(INPUT FOR THIS TASK)
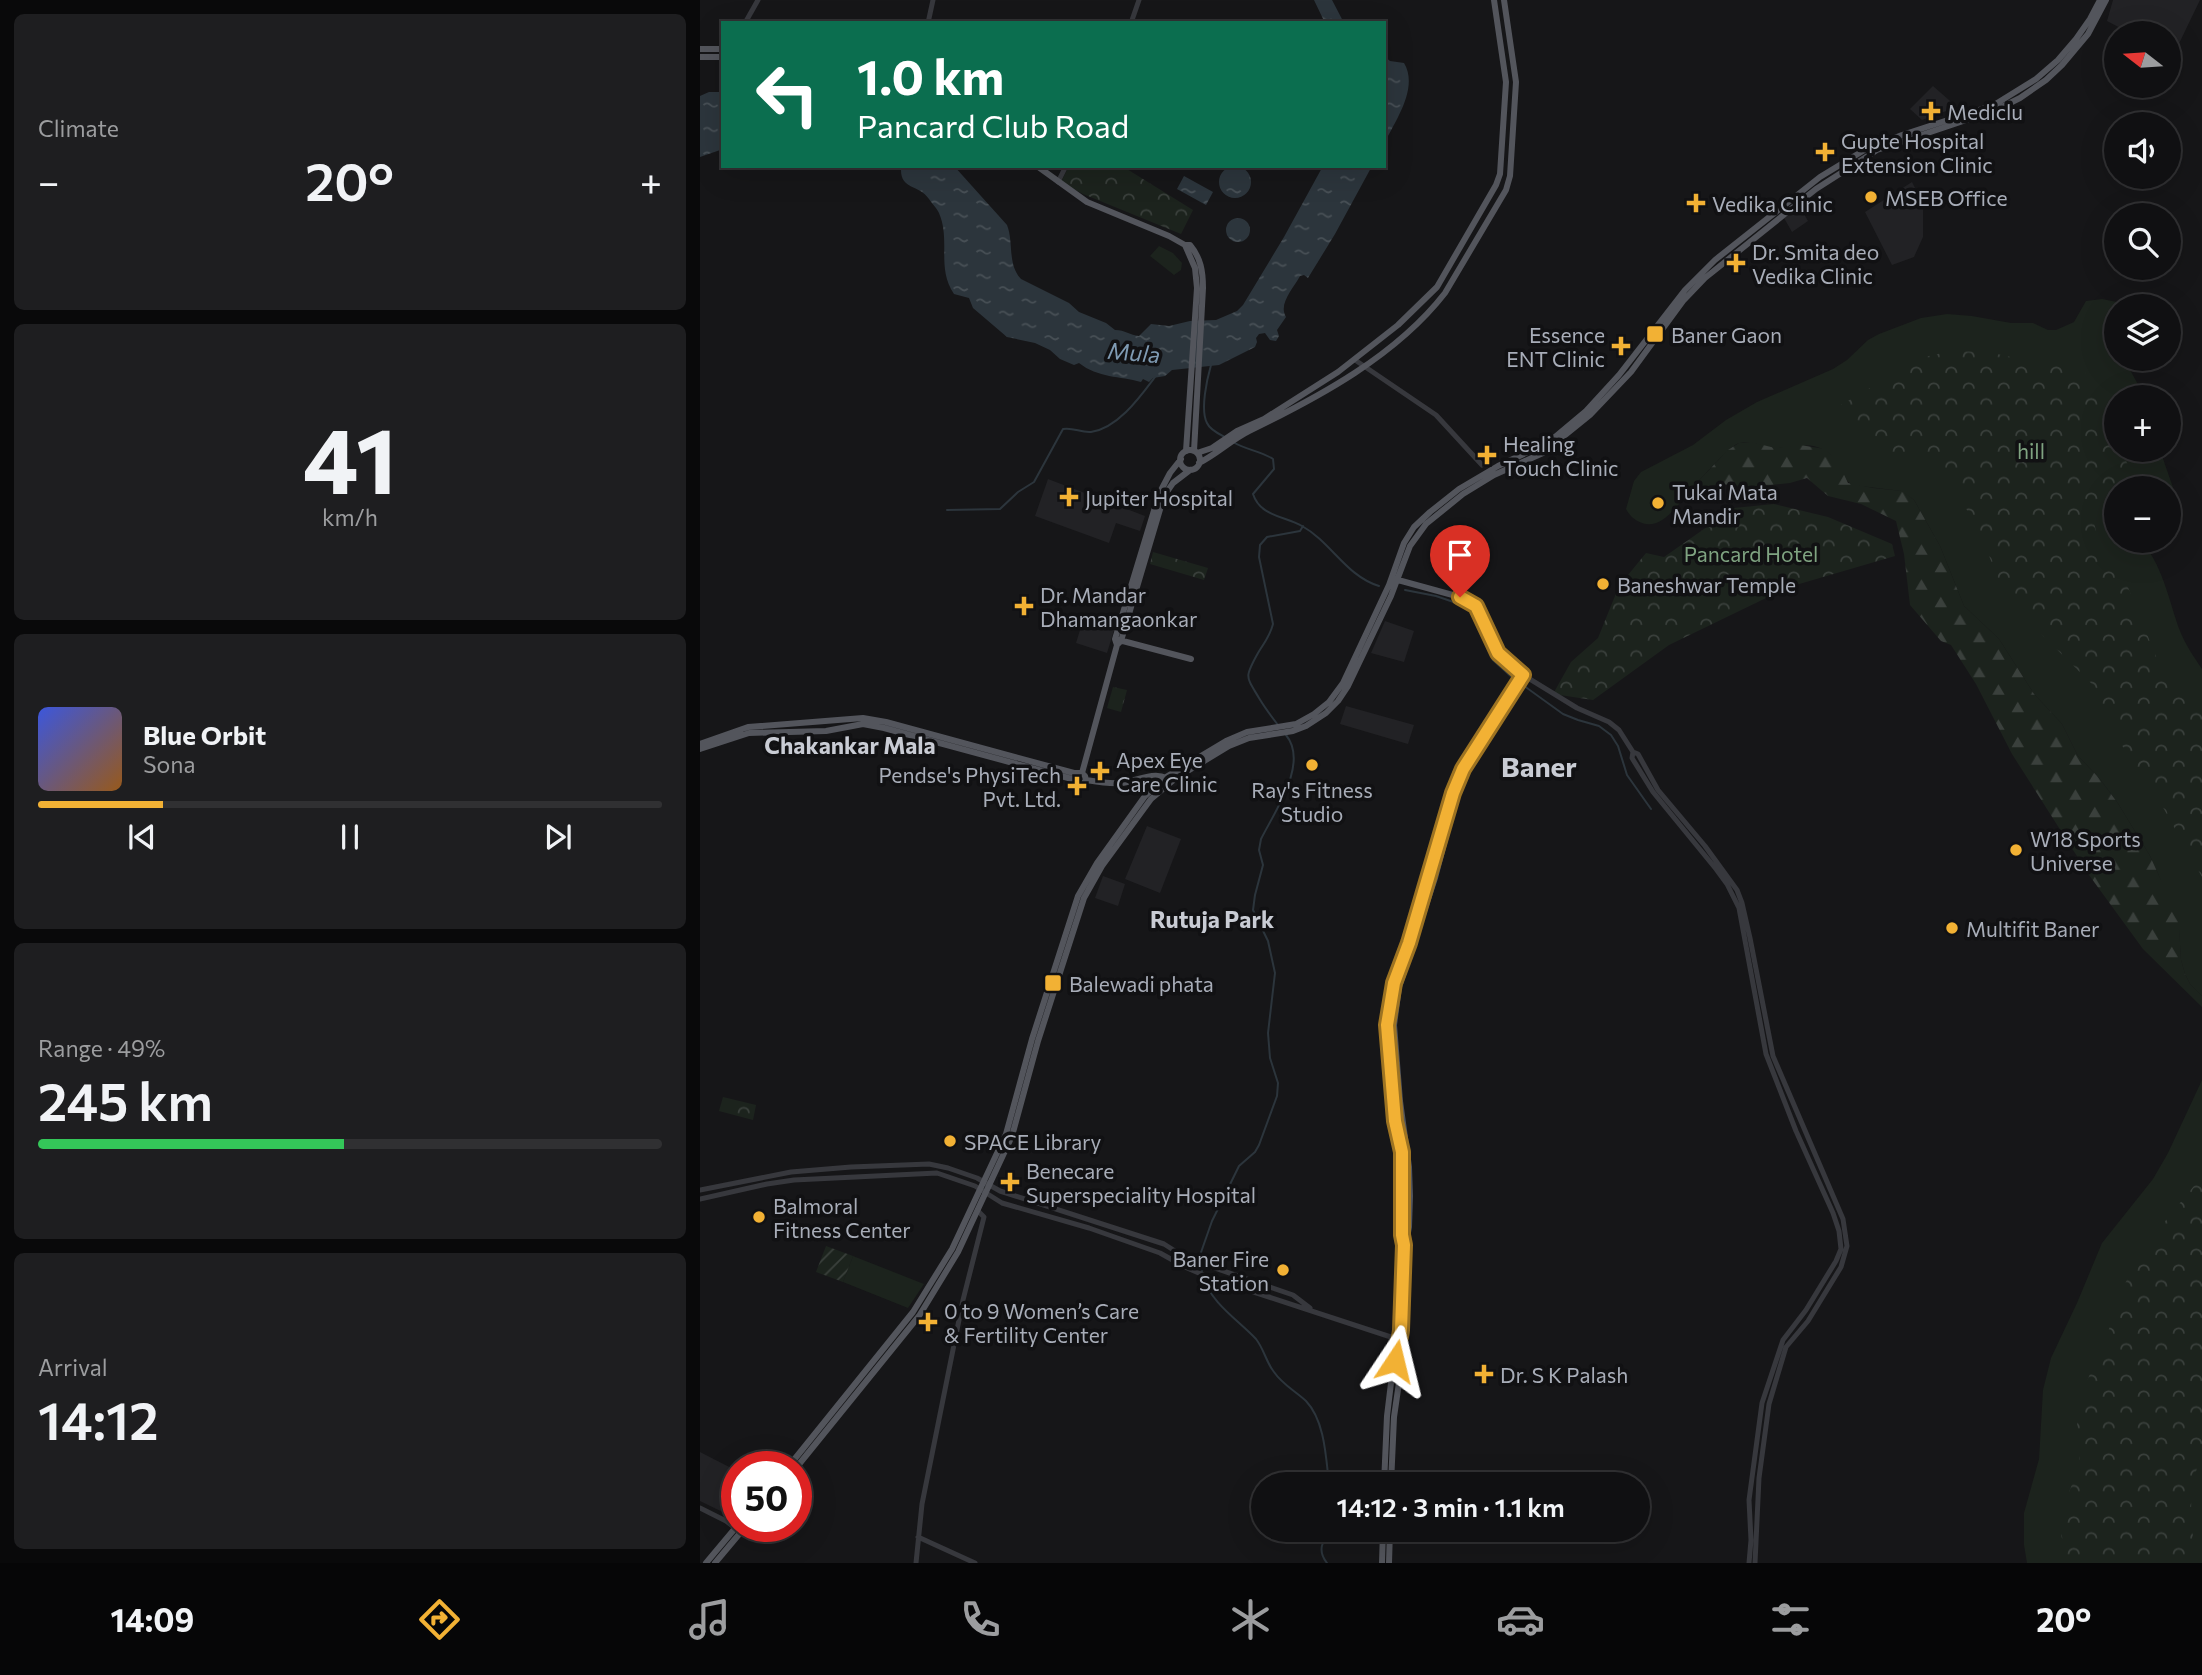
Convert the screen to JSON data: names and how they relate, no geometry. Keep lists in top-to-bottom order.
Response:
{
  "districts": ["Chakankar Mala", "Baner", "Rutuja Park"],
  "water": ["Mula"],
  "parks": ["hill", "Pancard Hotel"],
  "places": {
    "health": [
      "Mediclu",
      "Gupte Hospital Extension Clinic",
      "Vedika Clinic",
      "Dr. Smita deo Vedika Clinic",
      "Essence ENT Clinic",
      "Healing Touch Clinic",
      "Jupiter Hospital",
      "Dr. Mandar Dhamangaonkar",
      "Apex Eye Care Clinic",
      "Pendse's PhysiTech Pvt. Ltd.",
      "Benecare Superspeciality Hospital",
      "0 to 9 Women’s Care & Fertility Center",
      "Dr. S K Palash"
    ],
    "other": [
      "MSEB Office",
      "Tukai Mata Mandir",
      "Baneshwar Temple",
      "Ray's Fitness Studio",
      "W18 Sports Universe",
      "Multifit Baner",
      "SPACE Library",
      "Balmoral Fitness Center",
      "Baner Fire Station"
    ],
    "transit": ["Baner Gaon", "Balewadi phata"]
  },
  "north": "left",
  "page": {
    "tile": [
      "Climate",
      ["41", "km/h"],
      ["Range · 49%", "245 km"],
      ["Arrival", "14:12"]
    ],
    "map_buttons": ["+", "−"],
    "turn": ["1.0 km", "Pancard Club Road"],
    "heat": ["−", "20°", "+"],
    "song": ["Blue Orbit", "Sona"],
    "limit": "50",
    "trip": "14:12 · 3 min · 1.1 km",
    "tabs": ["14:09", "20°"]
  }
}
(End INPUT FOR THIS TASK)
(INPUT FOR THIS TASK)
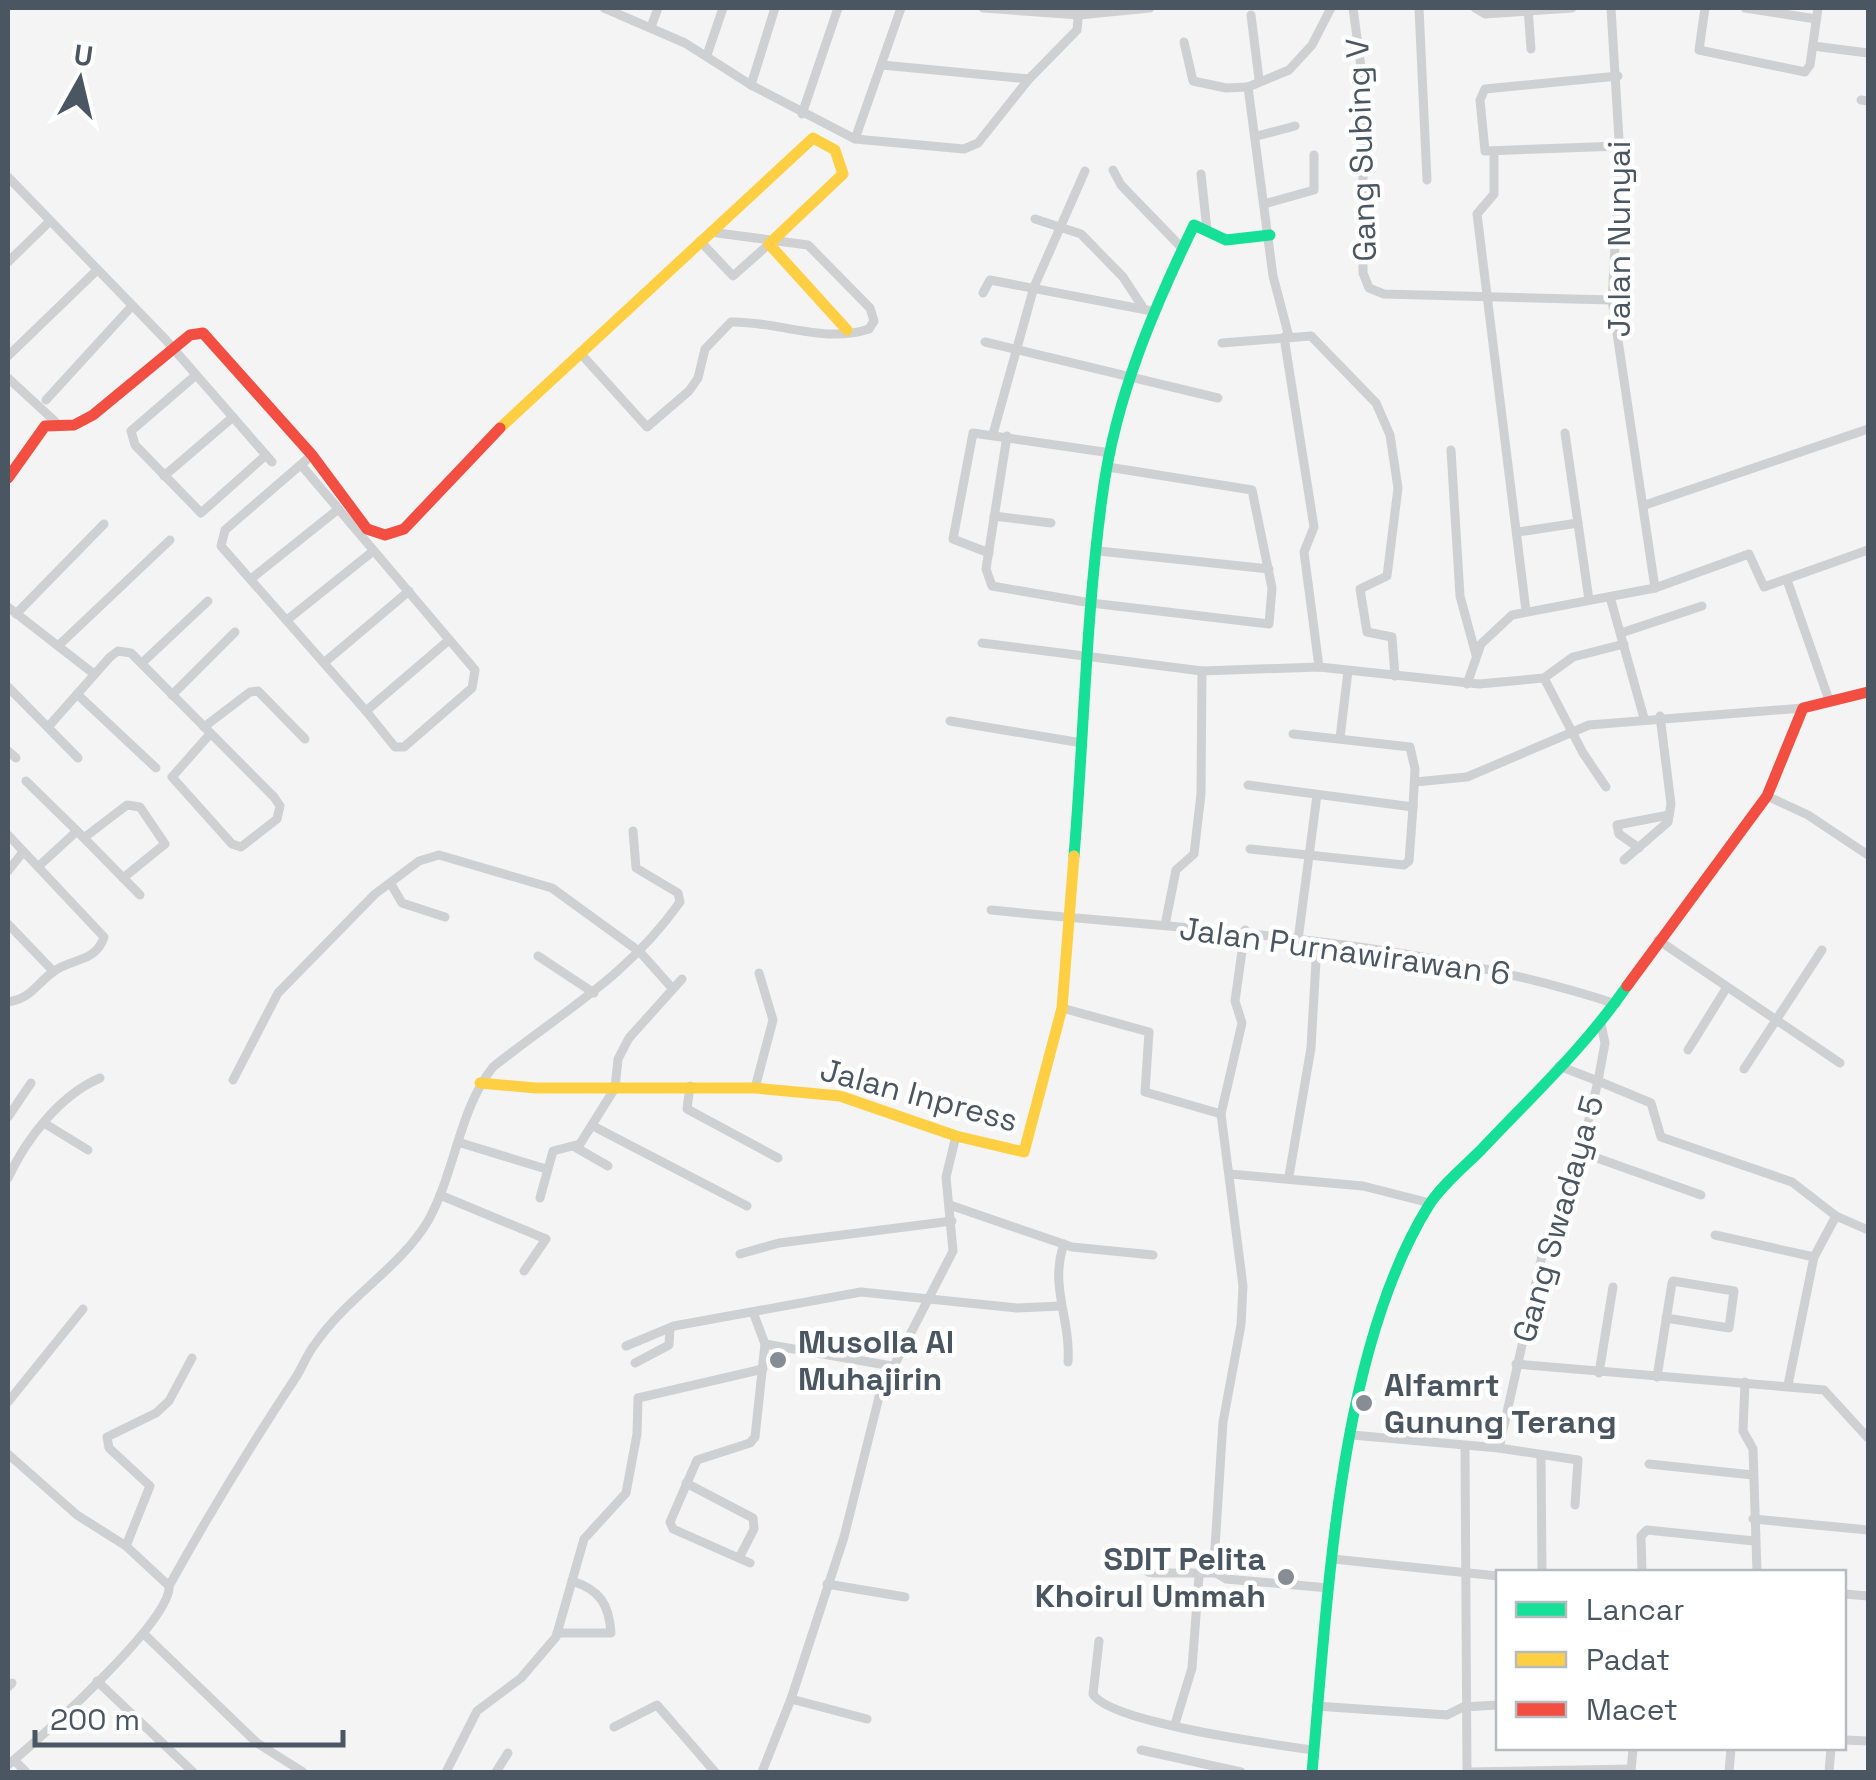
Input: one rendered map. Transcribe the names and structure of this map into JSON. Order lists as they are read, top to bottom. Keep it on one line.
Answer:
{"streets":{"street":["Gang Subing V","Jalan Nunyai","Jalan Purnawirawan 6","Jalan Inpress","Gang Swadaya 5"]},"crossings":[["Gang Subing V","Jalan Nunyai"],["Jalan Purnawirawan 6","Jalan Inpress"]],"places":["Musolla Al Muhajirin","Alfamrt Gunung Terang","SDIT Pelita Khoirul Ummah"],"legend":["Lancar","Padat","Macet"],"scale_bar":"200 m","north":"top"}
(End INPUT FOR THIS TASK)
WHAT TO DO:
Say how many lines in this material hold "bottom", and say nothing else.

RESPONSE BOX:
2